======== Data for review

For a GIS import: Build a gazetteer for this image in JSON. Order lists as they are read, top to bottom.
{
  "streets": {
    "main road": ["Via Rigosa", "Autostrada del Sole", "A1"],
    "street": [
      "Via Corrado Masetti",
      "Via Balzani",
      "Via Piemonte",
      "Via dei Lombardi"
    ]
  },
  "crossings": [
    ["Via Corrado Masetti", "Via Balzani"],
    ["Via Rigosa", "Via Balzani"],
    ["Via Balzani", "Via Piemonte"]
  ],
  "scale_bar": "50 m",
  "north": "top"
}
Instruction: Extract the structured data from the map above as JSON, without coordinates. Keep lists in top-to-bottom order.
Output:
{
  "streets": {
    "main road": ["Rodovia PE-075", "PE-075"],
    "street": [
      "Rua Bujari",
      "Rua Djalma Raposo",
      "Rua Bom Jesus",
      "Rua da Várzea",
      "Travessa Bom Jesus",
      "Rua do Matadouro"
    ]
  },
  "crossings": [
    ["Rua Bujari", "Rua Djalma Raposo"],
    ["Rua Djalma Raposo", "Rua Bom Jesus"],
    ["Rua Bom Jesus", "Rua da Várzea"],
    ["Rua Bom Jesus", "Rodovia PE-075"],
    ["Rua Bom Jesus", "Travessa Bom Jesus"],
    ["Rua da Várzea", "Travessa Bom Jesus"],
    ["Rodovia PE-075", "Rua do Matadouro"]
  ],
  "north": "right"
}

================

# Assignment:
Recopy the records without any alteration.

# Response below:
For a GIS import: Build a gazetteer for this image in JSON. Order lists as they are read, top to bottom.
{
  "streets": {
    "main road": ["Via Rigosa", "Autostrada del Sole", "A1"],
    "street": [
      "Via Corrado Masetti",
      "Via Balzani",
      "Via Piemonte",
      "Via dei Lombardi"
    ]
  },
  "crossings": [
    ["Via Corrado Masetti", "Via Balzani"],
    ["Via Rigosa", "Via Balzani"],
    ["Via Balzani", "Via Piemonte"]
  ],
  "scale_bar": "50 m",
  "north": "top"
}
Instruction: Extract the structured data from the map above as JSON, without coordinates. Keep lists in top-to-bottom order.
Output:
{
  "streets": {
    "main road": ["Rodovia PE-075", "PE-075"],
    "street": [
      "Rua Bujari",
      "Rua Djalma Raposo",
      "Rua Bom Jesus",
      "Rua da Várzea",
      "Travessa Bom Jesus",
      "Rua do Matadouro"
    ]
  },
  "crossings": [
    ["Rua Bujari", "Rua Djalma Raposo"],
    ["Rua Djalma Raposo", "Rua Bom Jesus"],
    ["Rua Bom Jesus", "Rua da Várzea"],
    ["Rua Bom Jesus", "Rodovia PE-075"],
    ["Rua Bom Jesus", "Travessa Bom Jesus"],
    ["Rua da Várzea", "Travessa Bom Jesus"],
    ["Rodovia PE-075", "Rua do Matadouro"]
  ],
  "north": "right"
}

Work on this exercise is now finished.